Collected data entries
-*-*-

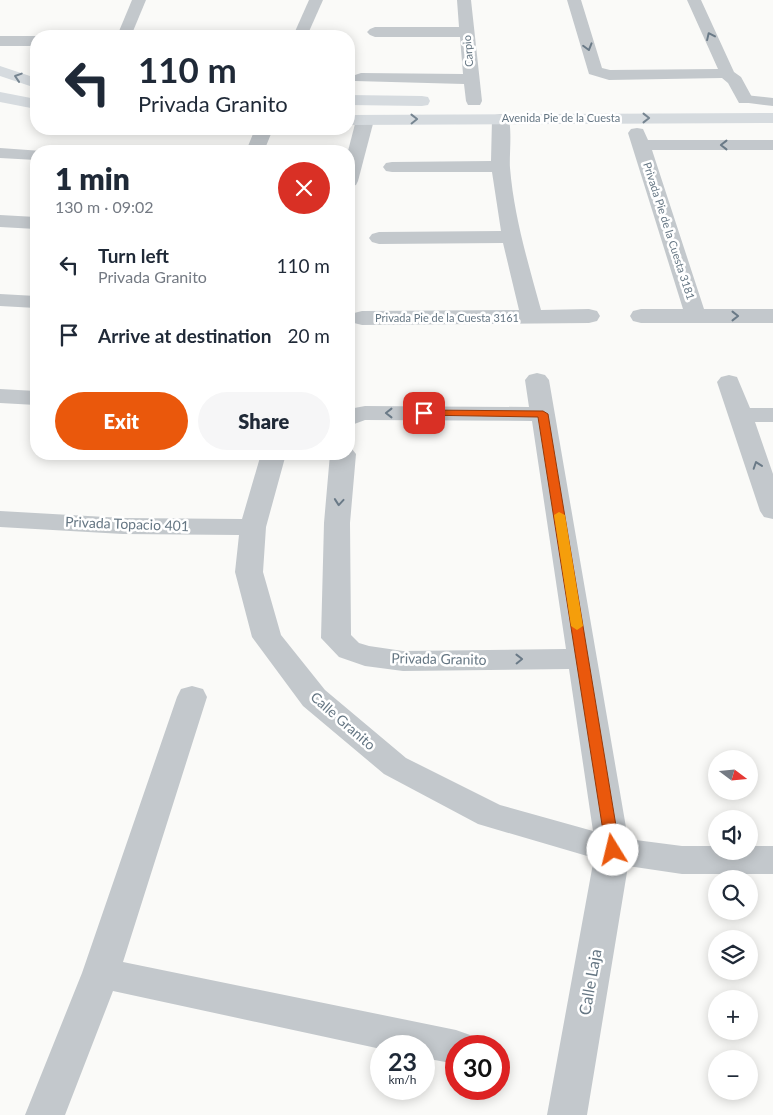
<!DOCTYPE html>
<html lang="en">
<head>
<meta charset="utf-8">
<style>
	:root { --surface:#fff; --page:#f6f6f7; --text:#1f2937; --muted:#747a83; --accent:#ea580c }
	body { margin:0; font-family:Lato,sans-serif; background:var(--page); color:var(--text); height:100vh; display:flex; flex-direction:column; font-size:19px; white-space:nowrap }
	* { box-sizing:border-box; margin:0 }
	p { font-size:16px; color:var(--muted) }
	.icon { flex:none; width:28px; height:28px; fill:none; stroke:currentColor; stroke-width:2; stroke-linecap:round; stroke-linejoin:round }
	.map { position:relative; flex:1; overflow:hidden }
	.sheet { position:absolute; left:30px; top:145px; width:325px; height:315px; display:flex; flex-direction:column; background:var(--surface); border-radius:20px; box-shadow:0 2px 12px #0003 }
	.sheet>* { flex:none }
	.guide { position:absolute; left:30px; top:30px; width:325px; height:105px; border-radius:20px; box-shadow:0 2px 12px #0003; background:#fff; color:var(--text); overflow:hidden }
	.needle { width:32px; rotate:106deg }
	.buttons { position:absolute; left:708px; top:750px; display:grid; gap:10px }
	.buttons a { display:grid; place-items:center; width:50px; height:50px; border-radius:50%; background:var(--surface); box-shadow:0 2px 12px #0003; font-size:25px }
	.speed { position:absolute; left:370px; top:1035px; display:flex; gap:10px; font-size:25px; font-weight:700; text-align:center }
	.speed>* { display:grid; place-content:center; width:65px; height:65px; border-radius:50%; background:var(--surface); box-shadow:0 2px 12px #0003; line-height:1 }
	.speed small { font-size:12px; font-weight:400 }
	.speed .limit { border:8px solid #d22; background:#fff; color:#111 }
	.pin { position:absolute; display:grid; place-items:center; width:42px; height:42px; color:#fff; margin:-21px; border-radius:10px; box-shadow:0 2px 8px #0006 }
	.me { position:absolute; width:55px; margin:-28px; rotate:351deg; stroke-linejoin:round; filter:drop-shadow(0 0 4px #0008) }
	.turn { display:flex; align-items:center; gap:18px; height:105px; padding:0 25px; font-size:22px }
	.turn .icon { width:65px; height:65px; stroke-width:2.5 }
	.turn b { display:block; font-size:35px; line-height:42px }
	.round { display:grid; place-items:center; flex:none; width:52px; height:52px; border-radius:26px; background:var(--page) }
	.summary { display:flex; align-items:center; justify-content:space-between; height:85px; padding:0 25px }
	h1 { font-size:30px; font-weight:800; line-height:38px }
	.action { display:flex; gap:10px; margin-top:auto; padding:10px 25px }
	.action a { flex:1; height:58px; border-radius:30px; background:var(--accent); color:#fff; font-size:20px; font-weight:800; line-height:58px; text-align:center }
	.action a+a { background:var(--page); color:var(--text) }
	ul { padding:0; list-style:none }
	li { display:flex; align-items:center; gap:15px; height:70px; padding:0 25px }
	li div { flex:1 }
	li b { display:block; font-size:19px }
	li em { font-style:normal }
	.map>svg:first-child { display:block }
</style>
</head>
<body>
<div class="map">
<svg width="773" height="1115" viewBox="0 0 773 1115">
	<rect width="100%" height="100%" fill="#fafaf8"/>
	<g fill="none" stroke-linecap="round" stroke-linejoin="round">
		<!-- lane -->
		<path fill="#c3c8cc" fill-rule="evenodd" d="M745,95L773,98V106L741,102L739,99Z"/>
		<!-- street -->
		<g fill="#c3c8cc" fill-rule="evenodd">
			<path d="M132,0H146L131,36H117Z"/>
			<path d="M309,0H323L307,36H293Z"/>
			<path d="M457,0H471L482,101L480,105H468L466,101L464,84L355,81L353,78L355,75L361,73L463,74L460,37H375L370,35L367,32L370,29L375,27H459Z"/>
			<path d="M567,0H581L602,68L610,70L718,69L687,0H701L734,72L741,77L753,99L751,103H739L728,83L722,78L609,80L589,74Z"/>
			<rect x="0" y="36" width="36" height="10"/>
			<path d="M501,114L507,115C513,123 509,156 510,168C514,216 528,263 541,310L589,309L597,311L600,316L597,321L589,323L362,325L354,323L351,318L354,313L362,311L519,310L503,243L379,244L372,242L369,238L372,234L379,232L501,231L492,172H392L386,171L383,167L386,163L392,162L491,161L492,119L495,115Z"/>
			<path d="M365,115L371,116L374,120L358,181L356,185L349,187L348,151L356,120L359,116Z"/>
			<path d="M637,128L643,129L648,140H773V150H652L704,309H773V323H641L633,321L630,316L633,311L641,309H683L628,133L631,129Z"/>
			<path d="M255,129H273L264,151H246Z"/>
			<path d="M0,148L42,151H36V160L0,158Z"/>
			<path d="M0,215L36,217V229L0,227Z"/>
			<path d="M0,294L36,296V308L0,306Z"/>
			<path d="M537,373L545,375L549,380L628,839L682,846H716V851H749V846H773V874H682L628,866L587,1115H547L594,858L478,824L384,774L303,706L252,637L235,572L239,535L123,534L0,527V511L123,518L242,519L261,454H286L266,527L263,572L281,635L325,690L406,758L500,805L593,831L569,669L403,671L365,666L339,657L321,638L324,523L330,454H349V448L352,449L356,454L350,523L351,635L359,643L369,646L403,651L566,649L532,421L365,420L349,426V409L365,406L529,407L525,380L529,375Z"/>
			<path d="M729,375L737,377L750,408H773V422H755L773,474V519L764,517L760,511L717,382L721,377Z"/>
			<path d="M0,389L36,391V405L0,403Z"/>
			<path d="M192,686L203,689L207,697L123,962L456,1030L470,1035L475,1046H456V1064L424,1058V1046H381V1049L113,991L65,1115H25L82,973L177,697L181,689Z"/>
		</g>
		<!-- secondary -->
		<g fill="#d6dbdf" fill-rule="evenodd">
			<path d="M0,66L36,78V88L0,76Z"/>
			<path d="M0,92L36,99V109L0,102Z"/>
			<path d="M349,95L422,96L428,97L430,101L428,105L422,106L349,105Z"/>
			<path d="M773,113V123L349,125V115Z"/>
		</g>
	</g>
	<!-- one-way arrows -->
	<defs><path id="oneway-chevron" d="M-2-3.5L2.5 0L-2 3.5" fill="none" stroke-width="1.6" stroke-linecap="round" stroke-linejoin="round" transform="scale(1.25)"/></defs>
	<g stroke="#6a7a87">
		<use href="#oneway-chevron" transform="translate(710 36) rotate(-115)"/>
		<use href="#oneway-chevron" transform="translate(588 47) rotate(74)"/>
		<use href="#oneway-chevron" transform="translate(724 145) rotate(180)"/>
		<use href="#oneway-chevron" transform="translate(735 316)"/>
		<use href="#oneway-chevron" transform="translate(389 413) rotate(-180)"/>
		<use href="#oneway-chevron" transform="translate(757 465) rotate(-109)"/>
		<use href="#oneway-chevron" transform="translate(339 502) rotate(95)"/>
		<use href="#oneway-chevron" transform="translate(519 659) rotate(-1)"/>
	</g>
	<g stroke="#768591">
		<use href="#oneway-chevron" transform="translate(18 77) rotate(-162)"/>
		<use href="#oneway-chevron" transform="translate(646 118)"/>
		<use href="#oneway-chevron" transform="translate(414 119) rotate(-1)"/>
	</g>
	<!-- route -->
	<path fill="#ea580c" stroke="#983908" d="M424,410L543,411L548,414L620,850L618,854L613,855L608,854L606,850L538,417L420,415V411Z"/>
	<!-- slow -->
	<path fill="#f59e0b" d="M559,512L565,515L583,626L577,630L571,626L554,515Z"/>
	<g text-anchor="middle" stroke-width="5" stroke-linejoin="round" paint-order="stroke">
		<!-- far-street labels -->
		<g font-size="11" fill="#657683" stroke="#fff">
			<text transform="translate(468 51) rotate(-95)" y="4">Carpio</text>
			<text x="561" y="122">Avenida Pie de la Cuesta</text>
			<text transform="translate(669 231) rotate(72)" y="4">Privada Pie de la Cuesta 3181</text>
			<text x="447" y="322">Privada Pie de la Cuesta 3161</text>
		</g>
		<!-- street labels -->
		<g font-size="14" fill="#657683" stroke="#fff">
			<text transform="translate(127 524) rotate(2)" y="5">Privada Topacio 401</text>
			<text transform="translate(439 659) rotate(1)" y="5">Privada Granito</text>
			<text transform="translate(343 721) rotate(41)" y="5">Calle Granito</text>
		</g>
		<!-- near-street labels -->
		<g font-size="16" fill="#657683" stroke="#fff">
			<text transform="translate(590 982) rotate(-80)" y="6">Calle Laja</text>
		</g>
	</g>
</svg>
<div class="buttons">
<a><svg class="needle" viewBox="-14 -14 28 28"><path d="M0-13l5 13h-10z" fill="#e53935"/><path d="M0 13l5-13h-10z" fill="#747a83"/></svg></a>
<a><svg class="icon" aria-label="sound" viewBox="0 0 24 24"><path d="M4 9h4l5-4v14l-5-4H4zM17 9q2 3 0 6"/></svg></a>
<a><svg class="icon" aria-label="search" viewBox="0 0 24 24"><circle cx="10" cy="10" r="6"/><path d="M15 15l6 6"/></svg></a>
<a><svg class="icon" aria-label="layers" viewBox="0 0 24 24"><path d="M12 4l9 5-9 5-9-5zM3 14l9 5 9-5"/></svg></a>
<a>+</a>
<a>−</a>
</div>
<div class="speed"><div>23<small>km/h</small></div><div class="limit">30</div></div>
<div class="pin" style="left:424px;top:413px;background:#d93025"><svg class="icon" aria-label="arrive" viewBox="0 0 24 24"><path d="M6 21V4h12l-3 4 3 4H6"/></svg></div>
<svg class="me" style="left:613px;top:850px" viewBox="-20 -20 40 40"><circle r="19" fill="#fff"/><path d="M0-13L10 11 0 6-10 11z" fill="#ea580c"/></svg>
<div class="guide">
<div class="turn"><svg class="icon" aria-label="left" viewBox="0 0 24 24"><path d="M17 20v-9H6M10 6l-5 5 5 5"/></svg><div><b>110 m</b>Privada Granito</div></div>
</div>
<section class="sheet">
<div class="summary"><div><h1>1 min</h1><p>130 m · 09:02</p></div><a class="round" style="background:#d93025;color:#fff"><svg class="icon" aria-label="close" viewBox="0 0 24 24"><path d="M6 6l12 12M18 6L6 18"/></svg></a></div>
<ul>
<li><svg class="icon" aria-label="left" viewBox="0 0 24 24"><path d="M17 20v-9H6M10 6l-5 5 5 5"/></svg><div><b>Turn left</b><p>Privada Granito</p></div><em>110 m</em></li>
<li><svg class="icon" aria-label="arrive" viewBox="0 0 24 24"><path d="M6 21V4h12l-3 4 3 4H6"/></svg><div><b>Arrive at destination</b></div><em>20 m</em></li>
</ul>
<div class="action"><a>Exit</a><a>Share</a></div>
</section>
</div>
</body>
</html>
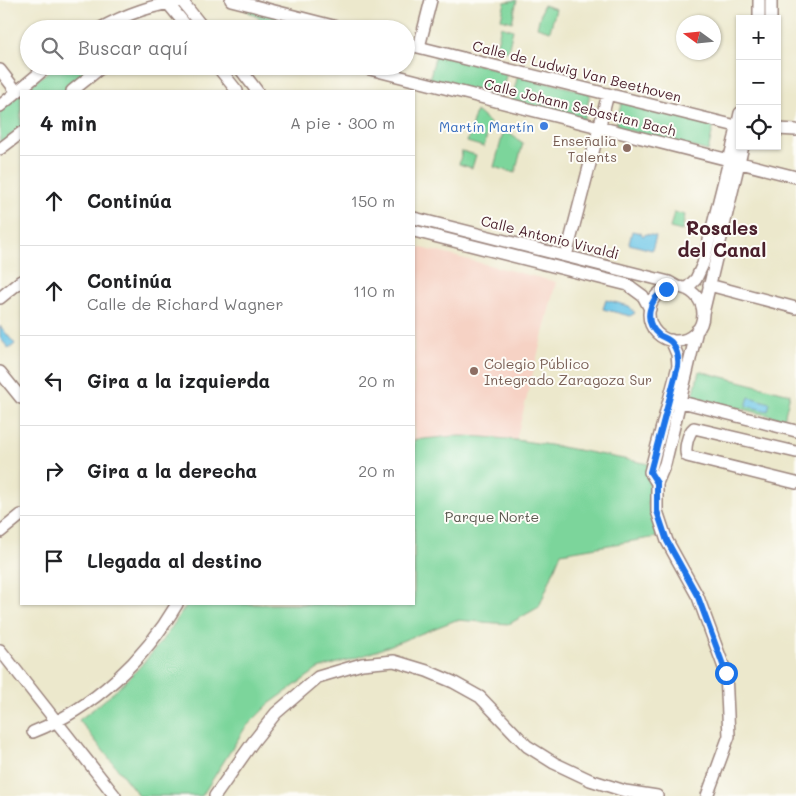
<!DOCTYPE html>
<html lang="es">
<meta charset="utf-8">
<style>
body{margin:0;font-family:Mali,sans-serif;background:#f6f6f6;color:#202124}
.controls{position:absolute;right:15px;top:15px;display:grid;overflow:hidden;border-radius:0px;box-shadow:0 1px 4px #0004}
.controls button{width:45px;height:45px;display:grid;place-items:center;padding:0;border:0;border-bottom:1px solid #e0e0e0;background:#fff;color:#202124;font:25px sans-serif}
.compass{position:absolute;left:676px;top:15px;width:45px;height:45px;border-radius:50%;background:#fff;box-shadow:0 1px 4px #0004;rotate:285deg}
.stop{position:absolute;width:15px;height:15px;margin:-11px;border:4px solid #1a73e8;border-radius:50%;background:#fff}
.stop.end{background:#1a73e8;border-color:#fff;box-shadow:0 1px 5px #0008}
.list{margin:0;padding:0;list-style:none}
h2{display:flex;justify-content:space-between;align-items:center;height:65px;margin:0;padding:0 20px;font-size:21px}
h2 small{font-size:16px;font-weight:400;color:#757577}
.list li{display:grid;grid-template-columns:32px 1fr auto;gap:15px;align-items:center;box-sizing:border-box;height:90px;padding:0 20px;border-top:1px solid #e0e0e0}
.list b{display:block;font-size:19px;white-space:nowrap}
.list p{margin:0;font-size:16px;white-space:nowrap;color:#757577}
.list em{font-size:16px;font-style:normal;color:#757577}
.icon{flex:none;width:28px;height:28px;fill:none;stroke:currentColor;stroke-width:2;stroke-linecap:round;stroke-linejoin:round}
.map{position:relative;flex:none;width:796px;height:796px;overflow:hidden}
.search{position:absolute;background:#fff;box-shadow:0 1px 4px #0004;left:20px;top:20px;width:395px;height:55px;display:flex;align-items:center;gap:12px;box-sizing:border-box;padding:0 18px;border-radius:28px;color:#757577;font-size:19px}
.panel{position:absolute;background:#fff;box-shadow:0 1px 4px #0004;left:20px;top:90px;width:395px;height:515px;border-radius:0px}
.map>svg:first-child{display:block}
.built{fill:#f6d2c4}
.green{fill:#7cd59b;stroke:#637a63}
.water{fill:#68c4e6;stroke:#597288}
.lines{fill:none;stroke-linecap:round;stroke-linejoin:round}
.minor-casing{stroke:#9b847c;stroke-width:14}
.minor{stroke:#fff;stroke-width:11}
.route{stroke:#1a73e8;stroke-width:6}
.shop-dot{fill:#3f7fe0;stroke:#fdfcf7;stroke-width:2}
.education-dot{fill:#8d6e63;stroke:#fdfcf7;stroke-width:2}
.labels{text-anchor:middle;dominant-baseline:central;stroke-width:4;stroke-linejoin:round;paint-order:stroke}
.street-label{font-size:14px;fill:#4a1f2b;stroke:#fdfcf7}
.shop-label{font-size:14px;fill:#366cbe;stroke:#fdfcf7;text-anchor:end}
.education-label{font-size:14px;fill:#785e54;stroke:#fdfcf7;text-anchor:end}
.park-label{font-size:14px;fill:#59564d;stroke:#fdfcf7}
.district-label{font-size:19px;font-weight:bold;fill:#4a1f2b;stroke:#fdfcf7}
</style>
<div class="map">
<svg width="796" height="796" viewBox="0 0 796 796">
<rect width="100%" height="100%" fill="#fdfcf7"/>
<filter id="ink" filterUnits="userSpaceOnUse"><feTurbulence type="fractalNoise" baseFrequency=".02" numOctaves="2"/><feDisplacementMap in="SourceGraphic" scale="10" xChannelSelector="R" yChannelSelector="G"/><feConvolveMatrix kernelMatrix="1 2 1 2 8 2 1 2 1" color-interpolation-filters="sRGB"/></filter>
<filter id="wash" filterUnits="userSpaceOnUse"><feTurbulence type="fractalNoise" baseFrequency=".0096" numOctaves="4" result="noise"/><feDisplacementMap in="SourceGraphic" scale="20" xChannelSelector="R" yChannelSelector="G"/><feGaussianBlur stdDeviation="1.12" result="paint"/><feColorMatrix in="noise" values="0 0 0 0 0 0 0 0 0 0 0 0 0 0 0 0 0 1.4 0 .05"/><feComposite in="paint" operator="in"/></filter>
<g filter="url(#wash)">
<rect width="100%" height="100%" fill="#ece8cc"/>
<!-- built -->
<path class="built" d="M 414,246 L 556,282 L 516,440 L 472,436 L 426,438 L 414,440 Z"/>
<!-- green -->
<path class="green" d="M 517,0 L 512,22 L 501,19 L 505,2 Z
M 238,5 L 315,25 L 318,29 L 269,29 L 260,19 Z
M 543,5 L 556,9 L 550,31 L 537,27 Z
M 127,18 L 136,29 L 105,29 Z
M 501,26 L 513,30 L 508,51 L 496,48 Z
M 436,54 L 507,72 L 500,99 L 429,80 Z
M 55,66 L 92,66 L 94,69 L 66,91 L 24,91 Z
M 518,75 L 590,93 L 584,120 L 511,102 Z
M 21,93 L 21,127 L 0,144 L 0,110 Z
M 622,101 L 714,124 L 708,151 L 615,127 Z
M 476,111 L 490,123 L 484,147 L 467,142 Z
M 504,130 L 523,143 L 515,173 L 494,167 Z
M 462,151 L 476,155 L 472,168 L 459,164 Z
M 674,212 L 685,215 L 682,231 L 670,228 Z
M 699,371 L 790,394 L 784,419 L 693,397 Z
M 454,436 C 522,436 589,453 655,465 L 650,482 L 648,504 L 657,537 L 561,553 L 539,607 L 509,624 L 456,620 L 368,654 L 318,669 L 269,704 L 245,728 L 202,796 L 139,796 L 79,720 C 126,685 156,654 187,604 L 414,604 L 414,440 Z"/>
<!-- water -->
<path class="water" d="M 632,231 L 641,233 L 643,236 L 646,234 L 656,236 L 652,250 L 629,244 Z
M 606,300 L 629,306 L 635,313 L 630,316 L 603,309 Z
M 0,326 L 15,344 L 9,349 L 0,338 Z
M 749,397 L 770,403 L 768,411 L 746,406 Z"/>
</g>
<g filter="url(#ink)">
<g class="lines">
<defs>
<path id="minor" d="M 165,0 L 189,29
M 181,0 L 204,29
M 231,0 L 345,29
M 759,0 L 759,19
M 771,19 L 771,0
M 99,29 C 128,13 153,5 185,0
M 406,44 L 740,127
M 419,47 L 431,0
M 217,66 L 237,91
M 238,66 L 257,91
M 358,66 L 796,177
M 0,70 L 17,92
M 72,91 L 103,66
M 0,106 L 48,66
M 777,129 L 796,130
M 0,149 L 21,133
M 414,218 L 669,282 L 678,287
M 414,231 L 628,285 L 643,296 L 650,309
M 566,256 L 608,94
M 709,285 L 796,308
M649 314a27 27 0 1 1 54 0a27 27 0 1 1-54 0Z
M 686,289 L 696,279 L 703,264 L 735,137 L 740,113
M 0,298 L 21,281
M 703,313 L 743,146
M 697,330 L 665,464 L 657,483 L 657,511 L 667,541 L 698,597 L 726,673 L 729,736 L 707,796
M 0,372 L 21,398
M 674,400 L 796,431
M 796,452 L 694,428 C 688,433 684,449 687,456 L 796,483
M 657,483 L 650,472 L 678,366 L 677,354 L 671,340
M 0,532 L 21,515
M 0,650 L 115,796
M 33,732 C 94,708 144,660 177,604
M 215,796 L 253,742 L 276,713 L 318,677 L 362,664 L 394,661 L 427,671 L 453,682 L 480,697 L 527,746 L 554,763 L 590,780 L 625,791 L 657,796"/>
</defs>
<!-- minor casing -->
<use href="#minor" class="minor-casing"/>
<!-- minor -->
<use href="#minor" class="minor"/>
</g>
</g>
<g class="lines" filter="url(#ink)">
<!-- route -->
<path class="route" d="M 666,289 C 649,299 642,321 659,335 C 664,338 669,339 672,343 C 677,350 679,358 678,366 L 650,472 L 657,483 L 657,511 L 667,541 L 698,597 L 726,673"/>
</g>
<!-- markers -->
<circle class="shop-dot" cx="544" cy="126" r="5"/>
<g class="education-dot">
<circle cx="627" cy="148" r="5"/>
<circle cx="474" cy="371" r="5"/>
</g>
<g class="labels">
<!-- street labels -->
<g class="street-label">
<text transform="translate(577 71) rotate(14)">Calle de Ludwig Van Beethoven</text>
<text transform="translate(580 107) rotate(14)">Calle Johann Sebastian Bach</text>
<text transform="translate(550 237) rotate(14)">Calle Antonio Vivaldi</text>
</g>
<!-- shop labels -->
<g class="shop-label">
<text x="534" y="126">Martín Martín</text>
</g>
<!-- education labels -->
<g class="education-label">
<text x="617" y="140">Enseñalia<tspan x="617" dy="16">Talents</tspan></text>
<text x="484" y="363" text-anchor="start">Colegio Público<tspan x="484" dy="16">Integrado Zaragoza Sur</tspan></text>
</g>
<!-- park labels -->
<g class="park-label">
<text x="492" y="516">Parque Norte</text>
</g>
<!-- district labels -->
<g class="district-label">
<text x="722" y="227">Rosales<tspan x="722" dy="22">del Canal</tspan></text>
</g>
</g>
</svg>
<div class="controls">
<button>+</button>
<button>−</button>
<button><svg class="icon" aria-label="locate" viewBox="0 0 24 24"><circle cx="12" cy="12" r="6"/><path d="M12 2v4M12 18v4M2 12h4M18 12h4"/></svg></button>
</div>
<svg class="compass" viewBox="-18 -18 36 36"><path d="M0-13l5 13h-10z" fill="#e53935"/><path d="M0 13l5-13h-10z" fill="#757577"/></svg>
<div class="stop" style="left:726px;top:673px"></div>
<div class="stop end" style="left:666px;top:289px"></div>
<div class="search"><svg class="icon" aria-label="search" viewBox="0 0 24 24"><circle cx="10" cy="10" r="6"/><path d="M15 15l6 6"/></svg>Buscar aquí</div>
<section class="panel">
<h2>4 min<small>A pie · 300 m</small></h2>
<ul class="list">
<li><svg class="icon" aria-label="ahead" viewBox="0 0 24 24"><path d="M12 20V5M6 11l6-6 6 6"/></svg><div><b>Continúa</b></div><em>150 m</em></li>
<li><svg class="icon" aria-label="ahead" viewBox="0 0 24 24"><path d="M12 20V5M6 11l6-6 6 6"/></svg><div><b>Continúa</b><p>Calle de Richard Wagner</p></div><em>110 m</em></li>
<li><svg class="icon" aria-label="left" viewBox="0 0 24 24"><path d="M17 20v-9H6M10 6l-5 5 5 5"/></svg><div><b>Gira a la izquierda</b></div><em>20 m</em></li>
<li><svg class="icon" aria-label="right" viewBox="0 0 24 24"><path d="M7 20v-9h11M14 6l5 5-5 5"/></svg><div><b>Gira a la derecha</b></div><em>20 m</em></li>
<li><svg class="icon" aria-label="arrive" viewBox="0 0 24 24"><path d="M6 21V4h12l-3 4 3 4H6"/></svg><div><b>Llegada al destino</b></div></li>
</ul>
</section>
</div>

-*-*-

__Problem requirements__. Copy task for the entries above: every line with the string "fractalNoise".

__Worked solution__.
<filter id="ink" filterUnits="userSpaceOnUse"><feTurbulence type="fractalNoise" baseFrequency=".02" numOctaves="2"/><feDisplacementMap in="SourceGraphic" scale="10" xChannelSelector="R" yChannelSelector="G"/><feConvolveMatrix kernelMatrix="1 2 1 2 8 2 1 2 1" color-interpolation-filters="sRGB"/></filter>
<filter id="wash" filterUnits="userSpaceOnUse"><feTurbulence type="fractalNoise" baseFrequency=".0096" numOctaves="4" result="noise"/><feDisplacementMap in="SourceGraphic" scale="20" xChannelSelector="R" yChannelSelector="G"/><feGaussianBlur stdDeviation="1.12" result="paint"/><feColorMatrix in="noise" values="0 0 0 0 0 0 0 0 0 0 0 0 0 0 0 0 0 1.4 0 .05"/><feComposite in="paint" operator="in"/></filter>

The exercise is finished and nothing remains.